What is expected – Which lines of the records contain the word "Carrera"? Copy each one.

Records for this exercise –
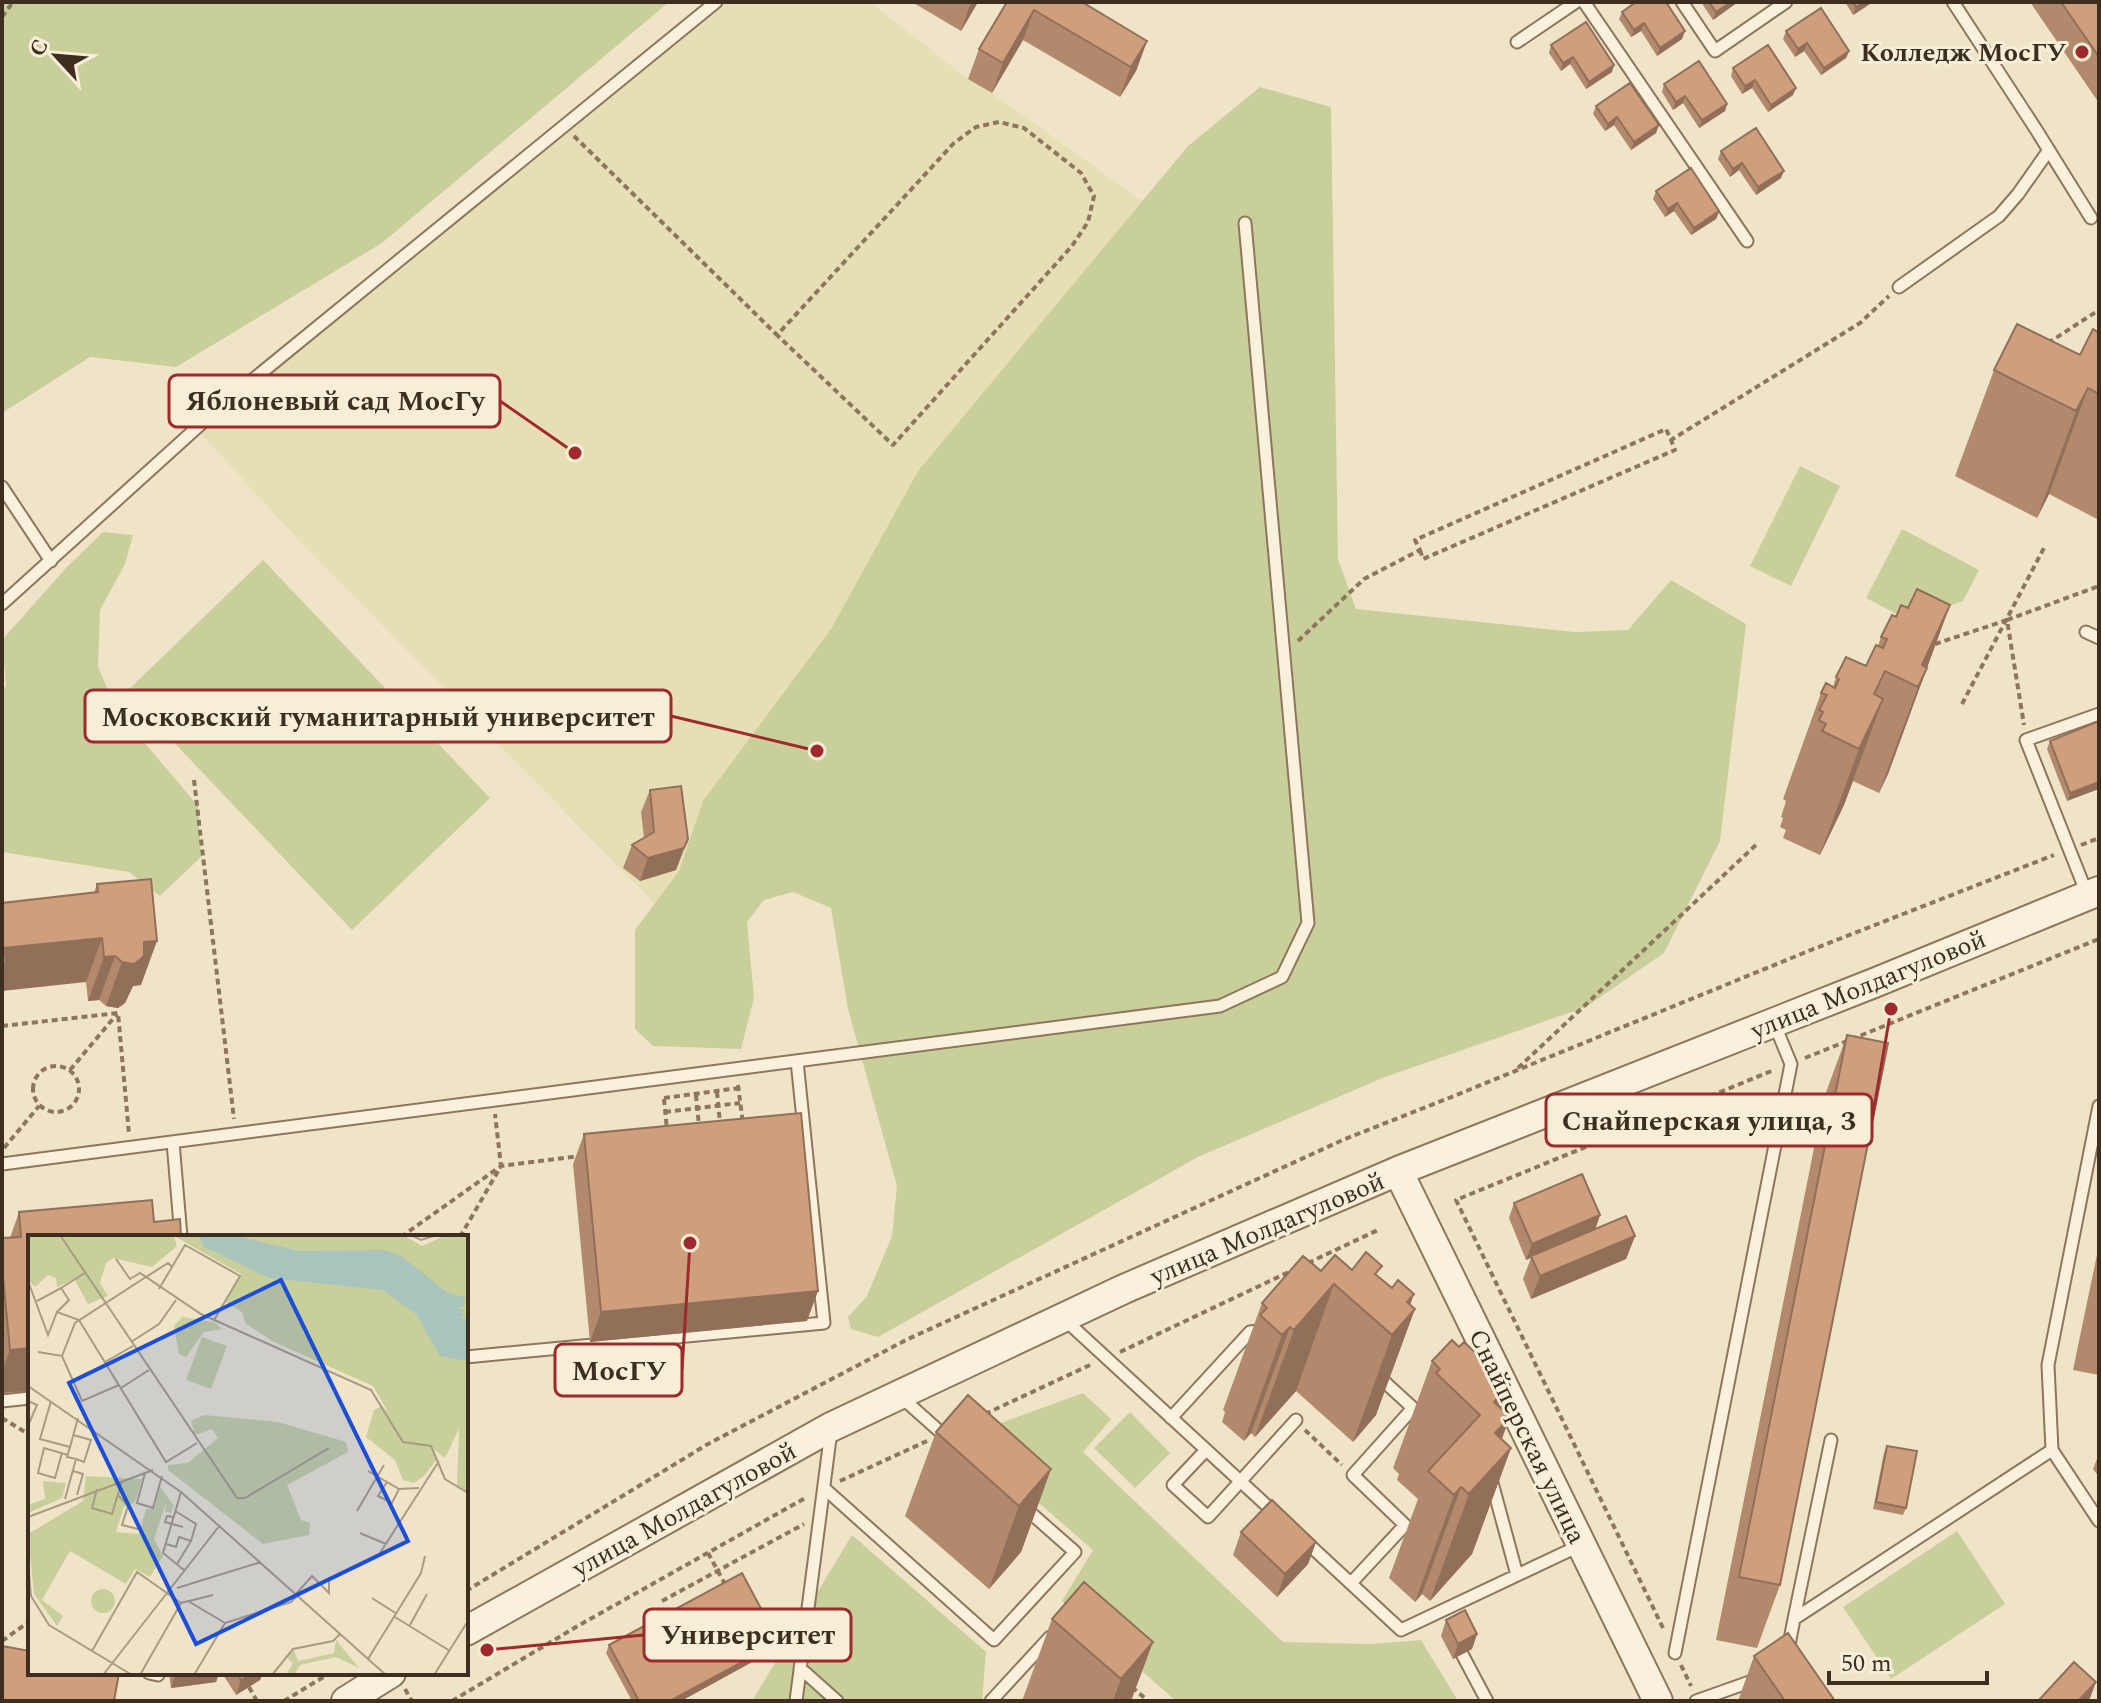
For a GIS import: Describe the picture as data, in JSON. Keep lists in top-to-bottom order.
{
  "streets": {
    "street": ["улица Молдагуловой", "Снайперская улица"]
  },
  "crossings": [
    ["улица Молдагуловой", "Снайперская улица"]
  ],
  "places": [
    "Колледж МосГУ",
    "Яблоневый сад МосГу",
    "Московский гуманитарный университет",
    "Снайперская улица, 3",
    "МосГУ",
    "Университет"
  ],
  "scale_bar": "50 m",
  "north": "top left"
}
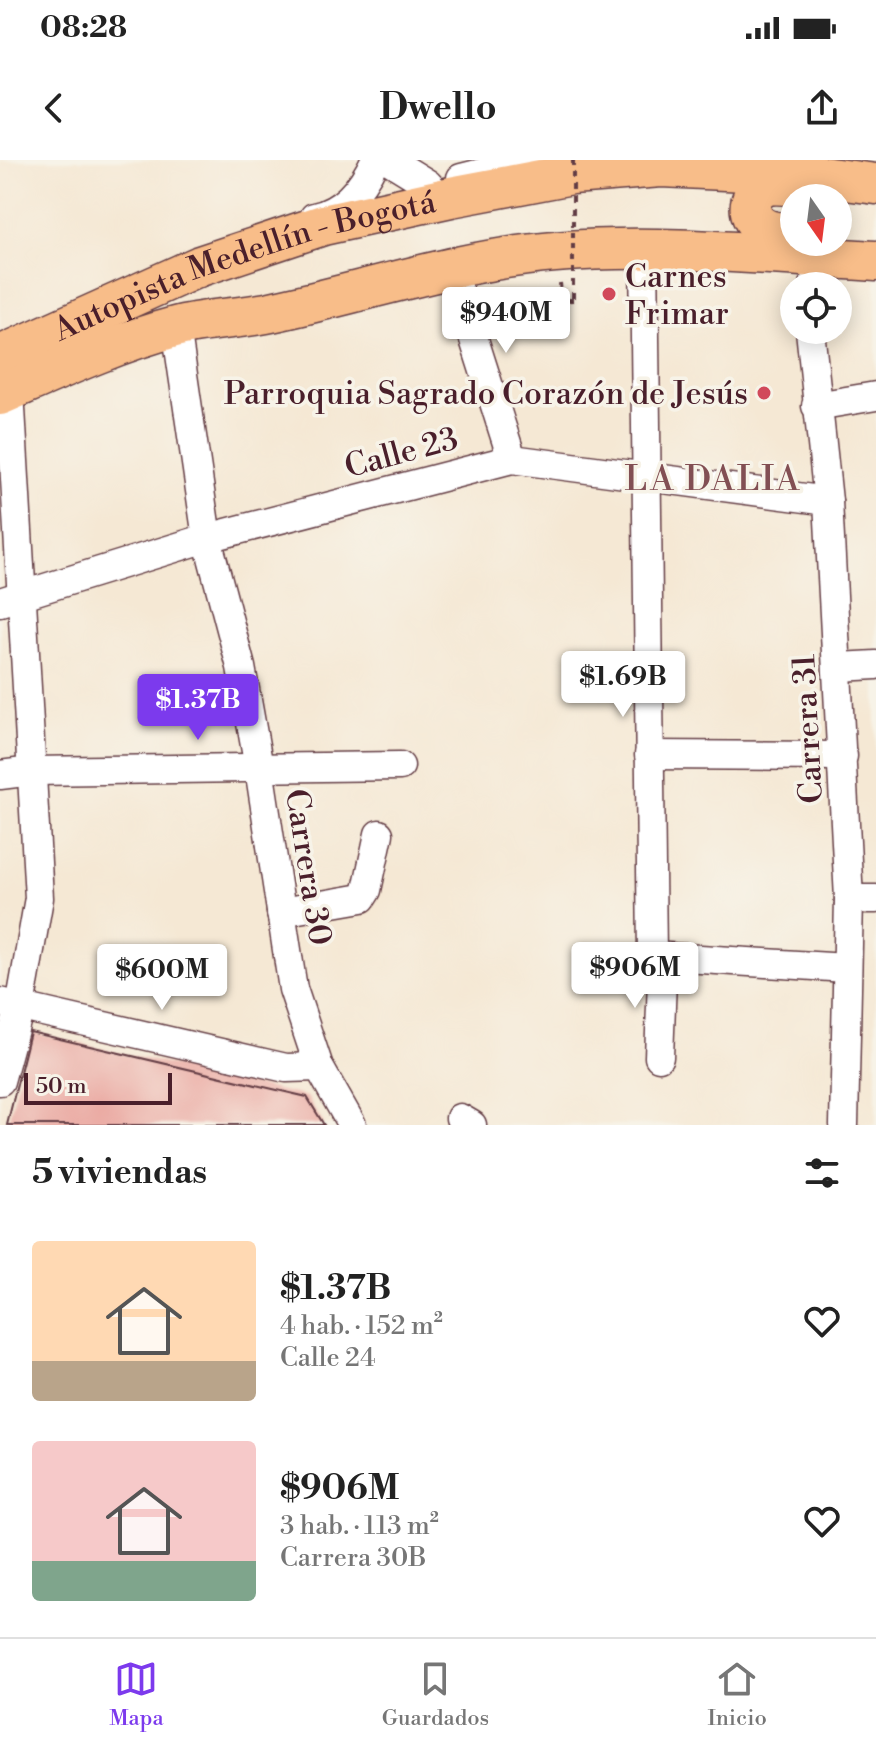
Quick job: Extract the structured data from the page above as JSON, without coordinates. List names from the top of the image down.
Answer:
{
  "streets": {
    "highway": ["Autopista Medellín - Bogotá"],
    "street": ["Calle 23", "Carrera 31", "Carrera 30"]
  },
  "crossings": [
    ["Autopista Medellín - Bogotá", "Carrera 30"],
    ["Calle 23", "Carrera 31"],
    ["Calle 23", "Carrera 30"]
  ],
  "districts": ["LA DALIA"],
  "places": ["Carnes Frimar", "Parroquia Sagrado Corazón de Jesús"],
  "scale_bar": "50 m",
  "north": "bottom",
  "page": {
    "status": "08:28",
    "header": "Dwello",
    "price": [
      "$940M",
      "$1.69B",
      "$1.37B",
      "$906M",
      "$600M"
    ],
    "scale": "50 m",
    "heading": "5 viviendas",
    "list": [
      {
        "name": "$1.37B",
        "note": "4 hab. · 152 m² · Calle 24"
      },
      {
        "name": "$906M",
        "note": "3 hab. · 113 m² · Carrera 30B"
      }
    ],
    "tabs": ["Mapa", "Guardados", "Inicio"]
  }
}
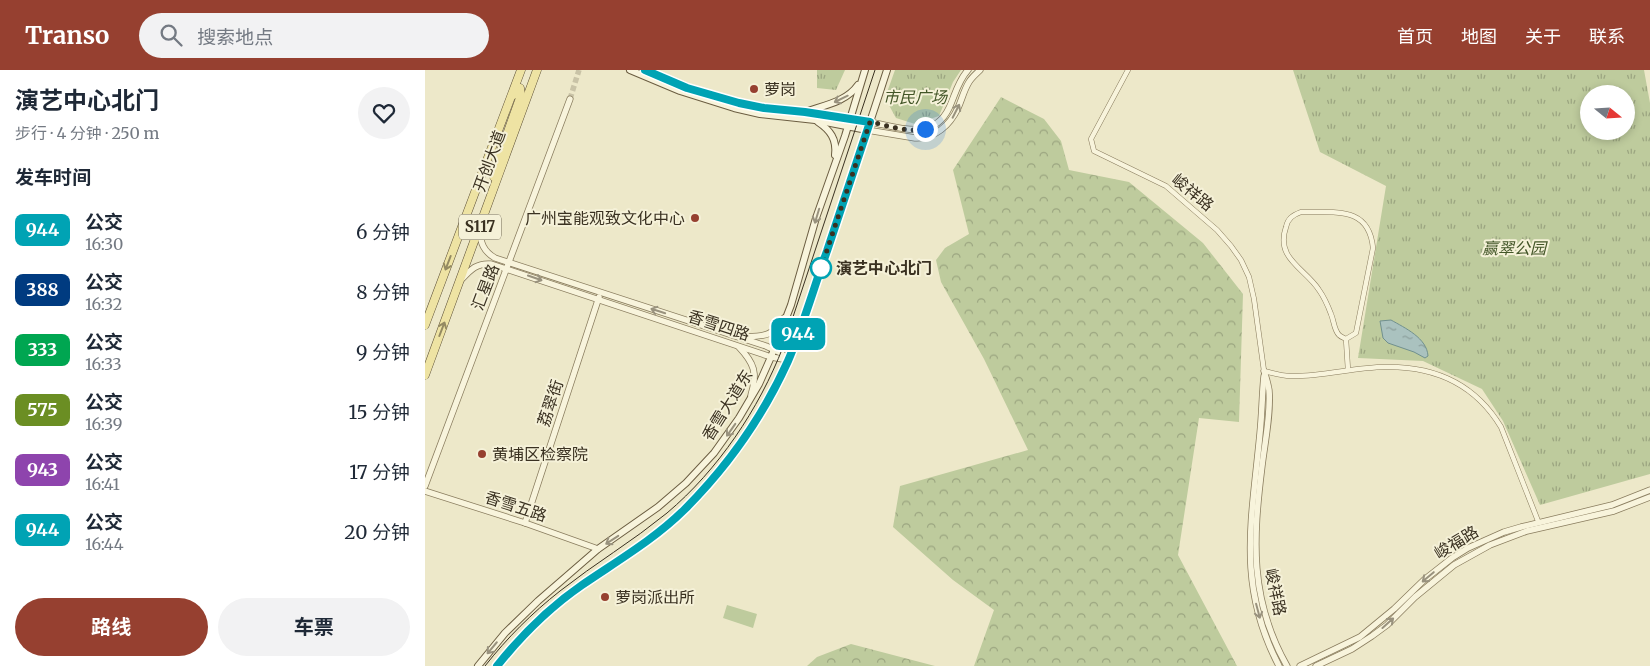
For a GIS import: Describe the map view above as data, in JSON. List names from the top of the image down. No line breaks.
{"streets":{"main road":["开创大道","S117","香雪大道东"],"street":["峻祥路","汇星路","香雪四路","荔翠街","香雪五路","峻福路"]},"crossings":[["开创大道","香雪四路"],["汇星路","香雪四路"],["香雪四路","荔翠街"],["香雪四路","香雪大道东"],["荔翠街","香雪五路"],["香雪大道东","香雪五路"]],"parks":["市民广场","赢翠公园"],"places":["萝岗","广州宝能观致文化中心","演艺中心北门","黄埔区检察院","萝岗派出所"],"lines":["bus line 944"],"north":"right","page":{"header":"Transo","search":"搜索地点","nav":["首页","地图","关于","联系"],"heading":[["演艺中心北门","步行 · 4 分钟 · 250 m"],"发车时间"],"on_map":"944","list":[{"mark":"944","name":"公交","note":"16:30","value":"6 分钟"},{"mark":"388","name":"公交","note":"16:32","value":"8 分钟"},{"mark":"333","name":"公交","note":"16:33","value":"9 分钟"},{"mark":"575","name":"公交","note":"16:39","value":"15 分钟"},{"mark":"943","name":"公交","note":"16:41","value":"17 分钟"},{"mark":"944","name":"公交","note":"16:44","value":"20 分钟"}],"buttons":["路线","车票"]}}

Output below –
    "street": ["Calle 23", "Carrera 31", "Carrera 30"]
    ["Autopista Medellín - Bogotá", "Carrera 30"],
    ["Calle 23", "Carrera 31"],
    ["Calle 23", "Carrera 30"]
        "note": "3 hab. · 113 m² · Carrera 30B"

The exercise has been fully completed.